萬文習作帖

山の青年医師の物語+警視庁山岳救助隊員ミステリー(陽はまた昇る宮田と湯原その後)ほか小説×写真×文学閑話

第60話 酷暑 act.2―side story「陽はまた昇る」

2013-02-08 00:18:04 | 陽はまた昇るside story
炎天、そこに立って今 



第60話 酷暑 act.2―side story「陽はまた昇る」

高度80mからの世界は、谷風が心地良い。
青空から梢を射す太陽は強い、孟夏の真昼は熱暑まばゆく岩肌を干す。
救助隊服の衿元から風を入れ、一息ついた視界にブルーのヘルメットが登りあげた。
その登山靴が頂上を踏んだ確認し、クライマーウォッチのタイムを止めると英二は笑いかけた。

「おつかれさまです、原さん、」
「ああ、」

呼びかけに応えた浅黒い顔が、汗を頬へと伝わせる。
炎天下をこのスピードで登攀したら幾らかキツイだろう、それでも原は不敵に微笑む。
その微笑に様々な感情を読みながら、山図を広げて英二は教え始めた。

「今のが第二スラブルートです、次はリードして下さい。

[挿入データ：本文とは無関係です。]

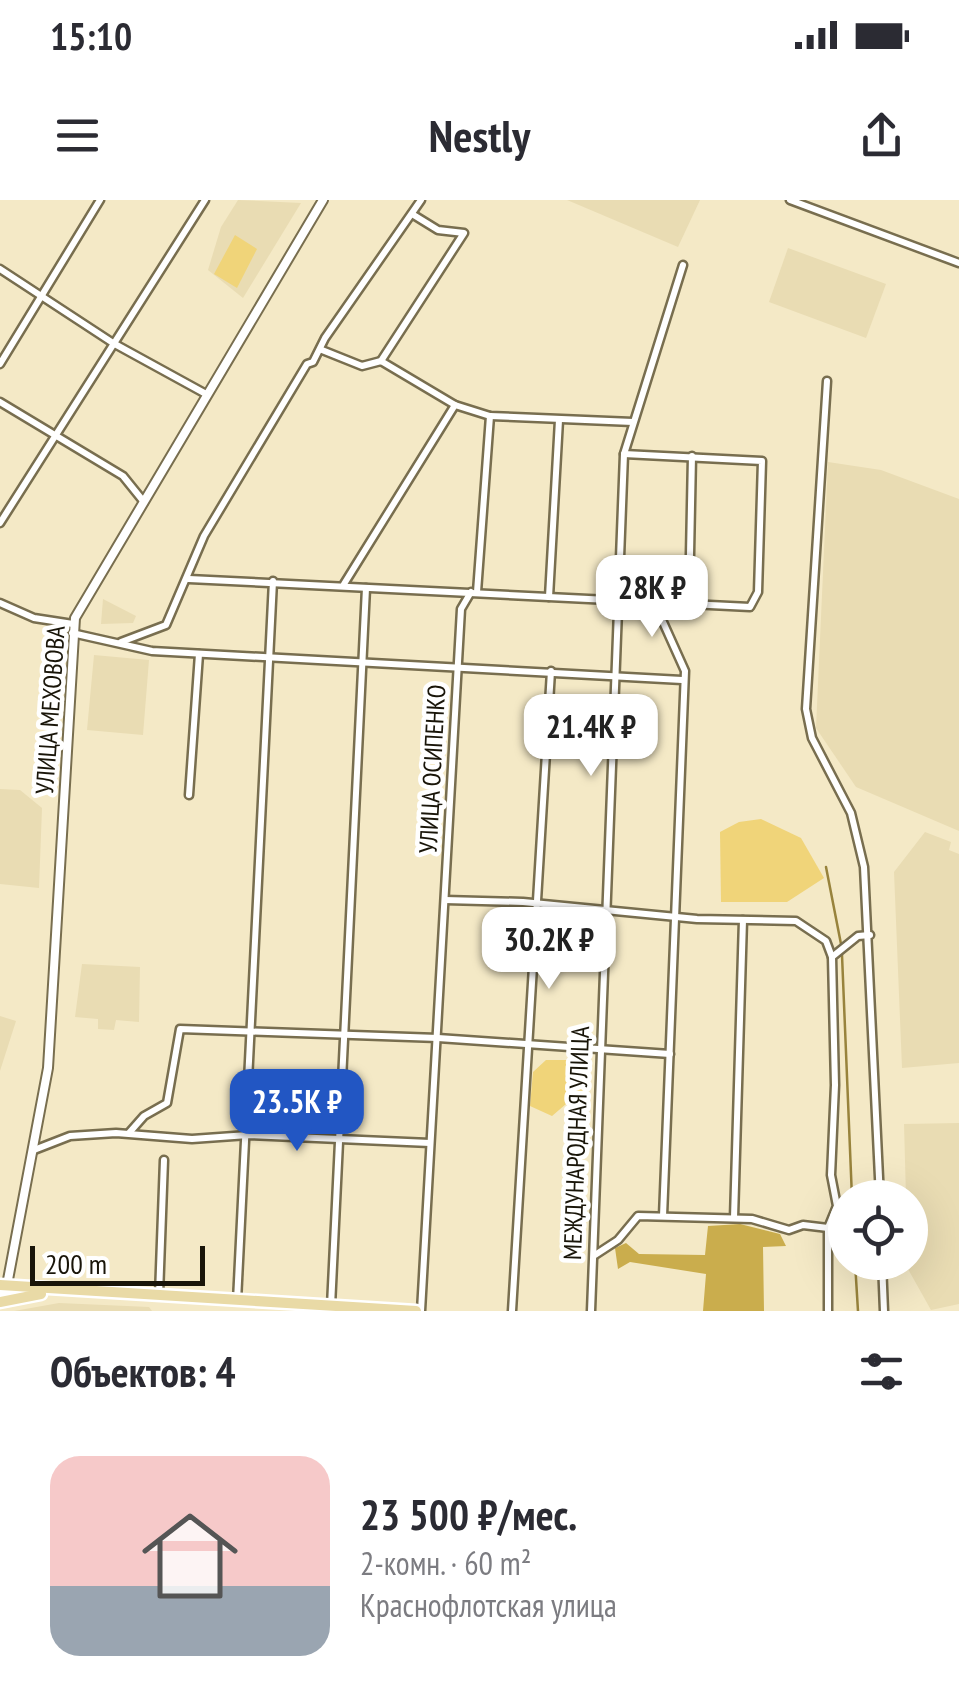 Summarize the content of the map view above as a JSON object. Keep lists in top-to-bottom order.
{
  "streets": {
    "street": ["УЛИЦА МЕХОВОВА", "УЛИЦА ОСИПЕНКО", "МЕЖДУНАРОДНАЯ УЛИЦА"]
  },
  "scale_bar": "200 m",
  "page": {
    "status": "15:10",
    "header": "Nestly",
    "price": [
      "28K ₽",
      "21.4K ₽",
      "30.2K ₽",
      "23.5K ₽"
    ],
    "scale": "200 m",
    "heading": "Объектов: 4",
    "list": [
      {
        "name": "23 500 ₽/мес.",
        "note": "2-комн. · 60 m² · Краснофлотская улица"
      }
    ]
  }
}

クラックは体が振られて、支点も少ないので気を付けて。
足許も滑らないように。越沢はフォールしたときザイルの切断事故が多発しています、どのルートでもダブルロープで登ってください、」

登る前にも見せたルート説明を今、登った直後に改めて確認してもらう。
これでリードしてもらえば体感覚から記憶に入っていける、そんな計算と笑いかけた横から大野が提案してくれた。

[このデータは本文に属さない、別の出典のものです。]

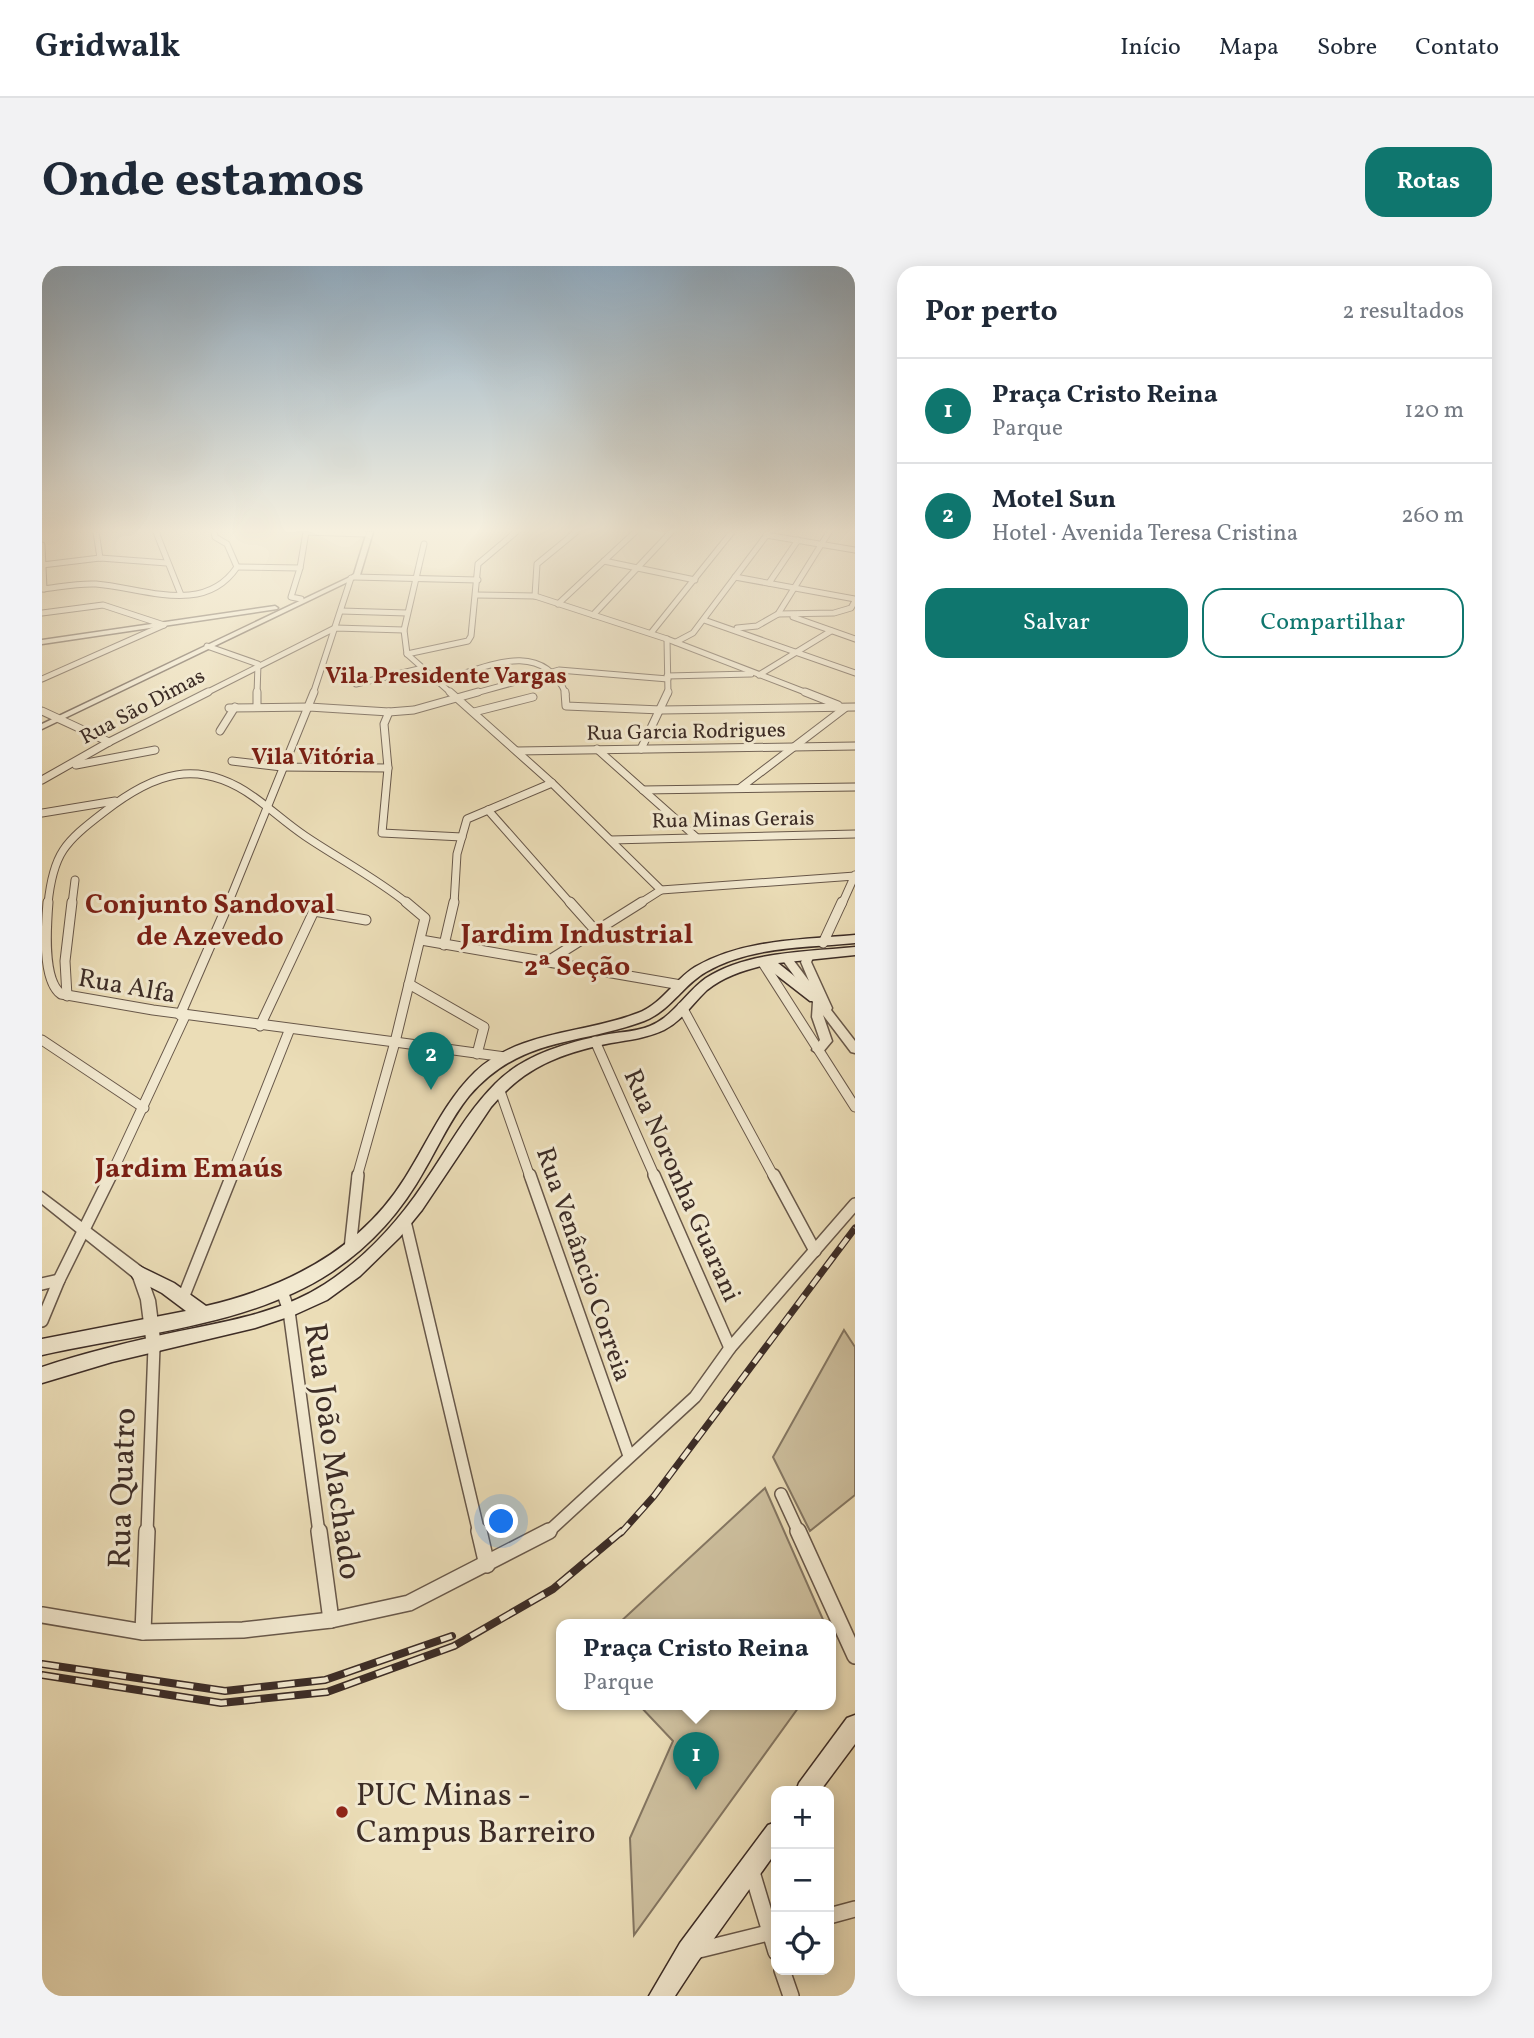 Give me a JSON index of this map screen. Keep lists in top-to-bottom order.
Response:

「宮田くん、もし良かったらソロで登る?原くんはコッチと組んでリードしてもらったら、どうかな?」

奥多摩の経験値が高い大野と組めば、原にとって良い勉強になる。
それに自分も単独登攀の練習をしておきたい、この提案に感謝して英二は微笑んだ。

「はい、お願い出来ると嬉しいです。原さん、いかがですか?」
「それでいいです、」

言葉短く頷いてくれる、その表情が幾らか柔らかい。
やはり今朝の「失敗」が良かったのだろうか?こんな予想外が可笑しい。

―俺もまだ、思ってるほど心理って解っていないな?自信持つのはまだ早い、

自分の自信過剰に笑ってしまう、そして良かったと想える。
相手を読心して惹きつけ都合よく動いてもらう、そんな自身の能力にどこか傲慢な自分だった。
そういう気位の高さは利己的に流れる危険がある、それを戒めるには原との出会いは良い経験だ。
こういう事も後藤と蒔田は考えて、今回の異動を決めてくれたのだろう。この意図を吉村医師もきっと理解している。
やっぱり自分は足りない未熟者だな?そんな納得が嬉しいと笑って、英二は懸垂下降に入った。

―高度感が気持ちいいな、

見る間に空を降りて行く視界、その風も太陽も心地いい。
蒼穹へ連なる山嶺は青く燃える、風に樹葉さざめいて緑の波が空へ鳴る。
かすかな葉擦れの聲が谷間に響く、そんな谺たちに水の流れと渓谷の風が呼応する。
真夏の太陽ふる奥多摩の懐、いま明るい季節に山も川も空も煌めいて共鳴していく。

―きれいだ、山は

心につぶやき微笑んでしまう、そして逢いたくなる。
いま空と岩壁をザイルで駈け下りる、そんな集中の一瞬にも黒目がちの瞳を見る。
遠征訓練の直前に逢って交わした約束のまま、もう2週間以上まともに話すことが出来ない。
電話でも会話は上手に暈されて、話したい本音は隠されたまま今の現実だけが透けて、傷む。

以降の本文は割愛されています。